School and Student Safety On Campus

by Nina Li
School and Student Safety On Campus

In light of the horrific event that recently occurred in Florida, schools across the nation have taken the initiative to strengthen the protection of their campuses and ensure the safety of their students.

Students, parents and community members in many states are also stepping up, participating in walkouts and protests against gun violence and demanding better gun control laws.
In the Palos Verdes area, the threats of a school shooter are minimal compared to those in other districts. However, that does not guarantee that there will never be one. Peninsula has a lock-down drill once a year, briefly explaining what to do in case of an active shooter coming on campus.
The drills are held during class time, when students are under the control of their teachers.
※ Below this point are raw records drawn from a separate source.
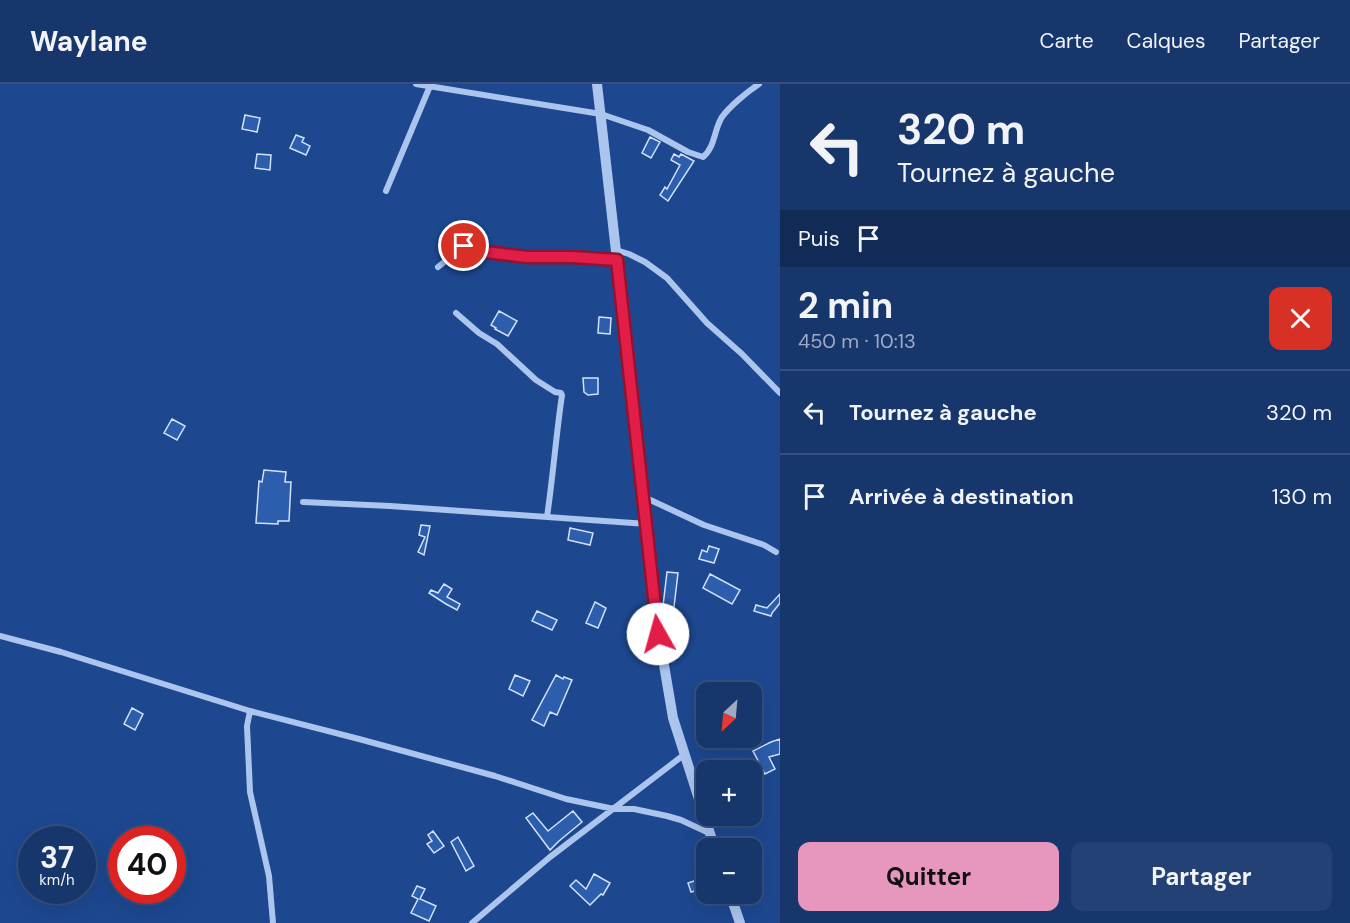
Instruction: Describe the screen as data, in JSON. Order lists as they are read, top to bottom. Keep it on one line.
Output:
{"north":"bottom left","page":{"header":"Waylane","nav":["Carte","Calques","Partager"],"turn":["320 m","Tournez à gauche"],"then":"Puis","heading":["2 min","450 m · 10:13"],"list":[{"name":"Tournez à gauche","value":"320 m"},{"name":"Arrivée à destination","value":"130 m"}],"map_buttons":["+","−"],"speed":"37 km/h","limit":"40","buttons":["Quitter","Partager"]}}
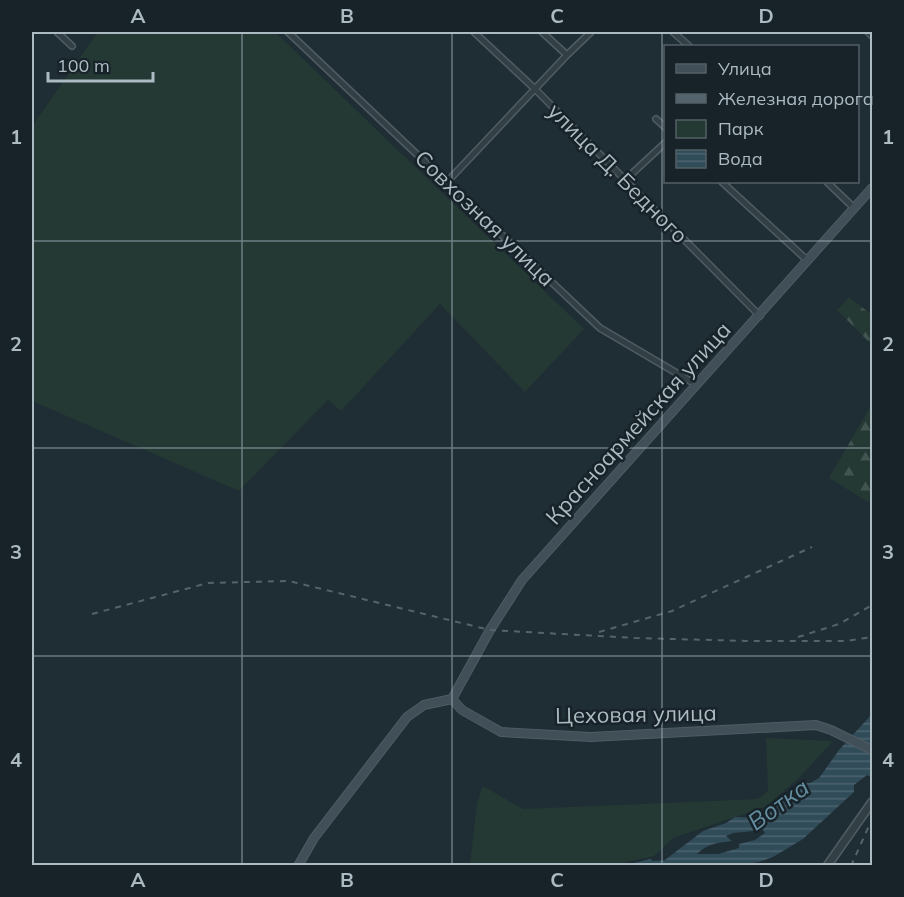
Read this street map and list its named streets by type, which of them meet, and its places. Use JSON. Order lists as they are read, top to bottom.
{
  "streets": {
    "main road": ["Красноармейская улица", "Цеховая улица"],
    "street": ["улица Д. Бедного", "Совхозная улица"]
  },
  "crossings": [
    ["улица Д. Бедного", "Красноармейская улица"],
    ["Совхозная улица", "Красноармейская улица"],
    ["Красноармейская улица", "Цеховая улица"]
  ],
  "water": ["Вотка"],
  "legend": [
    "Улица",
    "Железная дорога",
    "Парк",
    "Вода"
  ],
  "scale_bar": "100 m",
  "grid": {
    "columns": [
      "A",
      "B",
      "C",
      "D"
    ],
    "rows": [
      "1",
      "2",
      "3",
      "4"
    ]
  }
}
But what happens if this were to happen during lunch or a passing period?
Since we live in a community where students are not frequently exposed to dangerous situations, many cannot even imagine something like this happening. But, then again, the students in Florida did not see it coming either.
We walk around campus laughing with our friends, learning in the classrooms and participating in all our extracurriculars activities without giving our own safety a second thought because we know we are safe. We know that the teachers, staff and administrators have a plan that will be put into action when it comes down to it.
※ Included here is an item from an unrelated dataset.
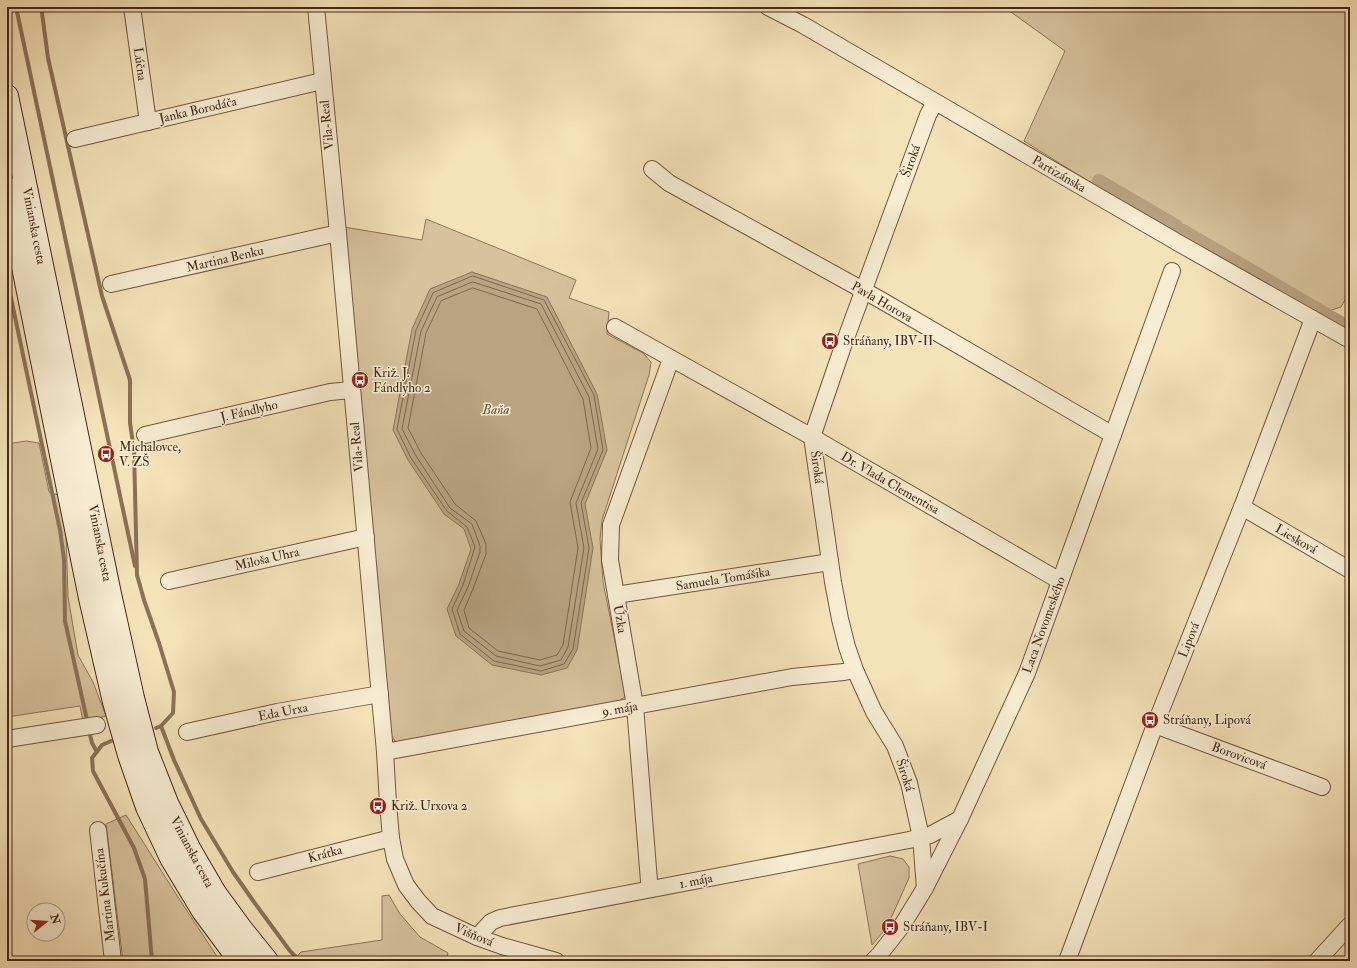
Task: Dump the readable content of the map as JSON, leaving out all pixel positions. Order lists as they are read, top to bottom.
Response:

Parents drop off their children everyday and leave them there for eight hours and more because they know they are under the protection of everyone on the campus. We are blessed to be in an area where we take the necessary precautions to limit the danger that could potentially present itself on school campuses.
However, there’s no such thing as too much preparation. While all classrooms were issued black felt pieces that cover up the windows on the doors, there are huge gaping windows in the middle of the classroom with no blinds.
While there are drills for lock-downs, students do not take them as seriously as they should. In the eyes of students and the administrator alike, everything might seem trivial until something actually happens.
But it should not take someone to come onto campus and fire a shot for the school to implement a change. Not only does my heart go out to the people in Florida who were affected, but also to those students who had the courage to stand up and take charge; their voices echoing nationwide.
Nina Li is a junior at Peninsula High and Opinion Editor of the campus newspaper the Pen.